[Start of Attachment]
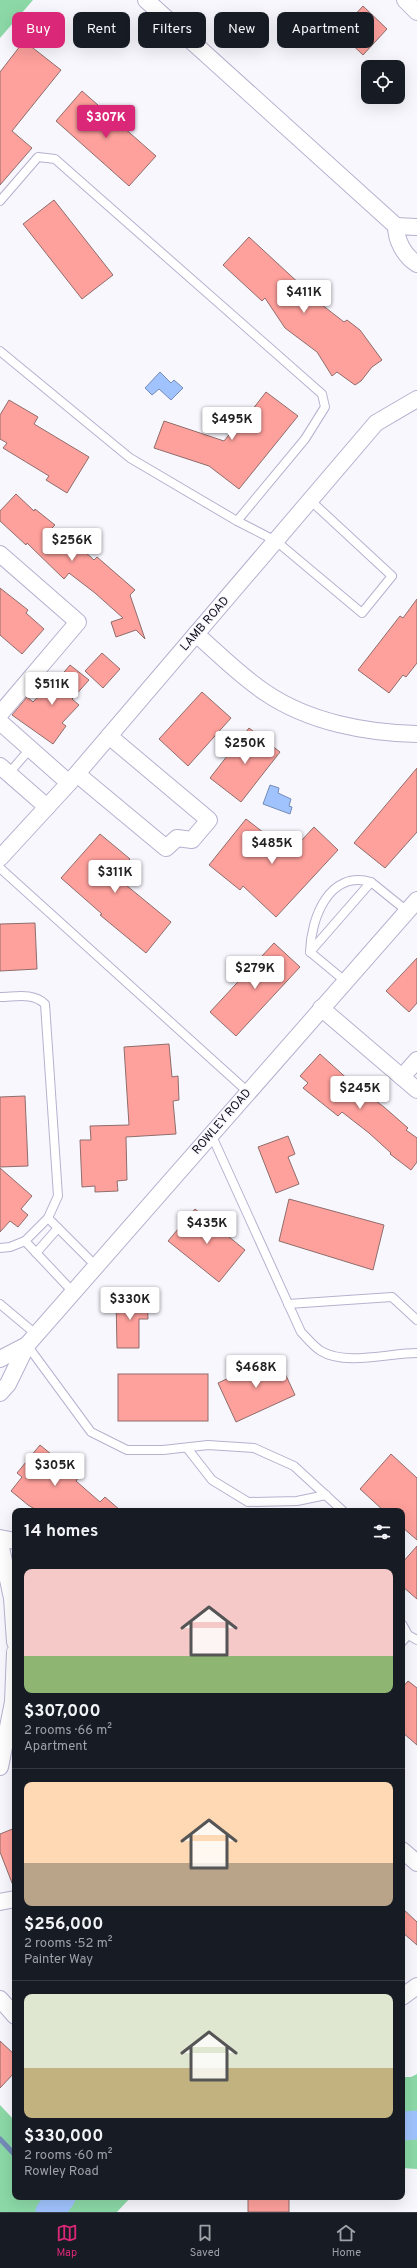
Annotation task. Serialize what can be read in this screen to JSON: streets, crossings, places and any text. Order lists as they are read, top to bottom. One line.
{"streets":{"street":["LAMB ROAD","ROWLEY ROAD"]},"page":{"chip":["Buy","Rent","Filters","New","Apartment"],"price":["$307K","$411K","$495K","$256K","$511K","$250K","$485K","$311K","$279K","$245K","$435K","$330K","$468K","$305K"],"heading":"14 homes","list":[{"name":"$307,000","note":"2 rooms · 66 m² · Apartment"},{"name":"$256,000","note":"2 rooms · 52 m² · Painter Way"},{"name":"$330,000","note":"2 rooms · 60 m² · Rowley Road"}],"tabs":["Map","Saved","Home"]}}
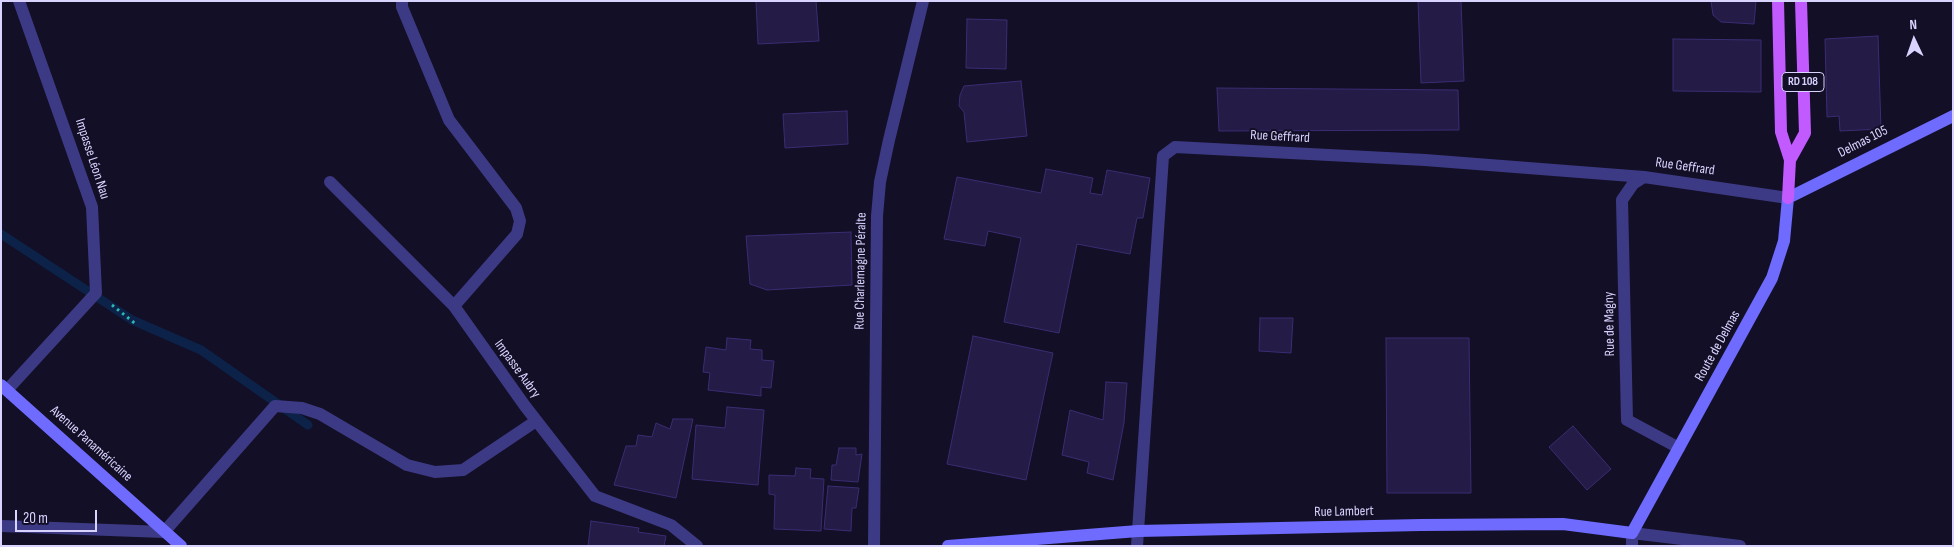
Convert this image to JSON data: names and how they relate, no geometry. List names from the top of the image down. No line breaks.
[End of Attachment]
*Problem:*
Write the listing out exactly, word for word, but omit the pictures.

*Result for this task:*
Annotation task. Serialize what can be read in this screen to JSON: streets, crossings, places and any text. Order lists as they are read, top to bottom. One line.
{"streets":{"street":["LAMB ROAD","ROWLEY ROAD"]},"page":{"chip":["Buy","Rent","Filters","New","Apartment"],"price":["$307K","$411K","$495K","$256K","$511K","$250K","$485K","$311K","$279K","$245K","$435K","$330K","$468K","$305K"],"heading":"14 homes","list":[{"name":"$307,000","note":"2 rooms · 66 m² · Apartment"},{"name":"$256,000","note":"2 rooms · 52 m² · Painter Way"},{"name":"$330,000","note":"2 rooms · 60 m² · Rowley Road"}],"tabs":["Map","Saved","Home"]}}
Convert this image to JSON data: names and how they relate, no geometry. List names from the top of the image down. No line breaks.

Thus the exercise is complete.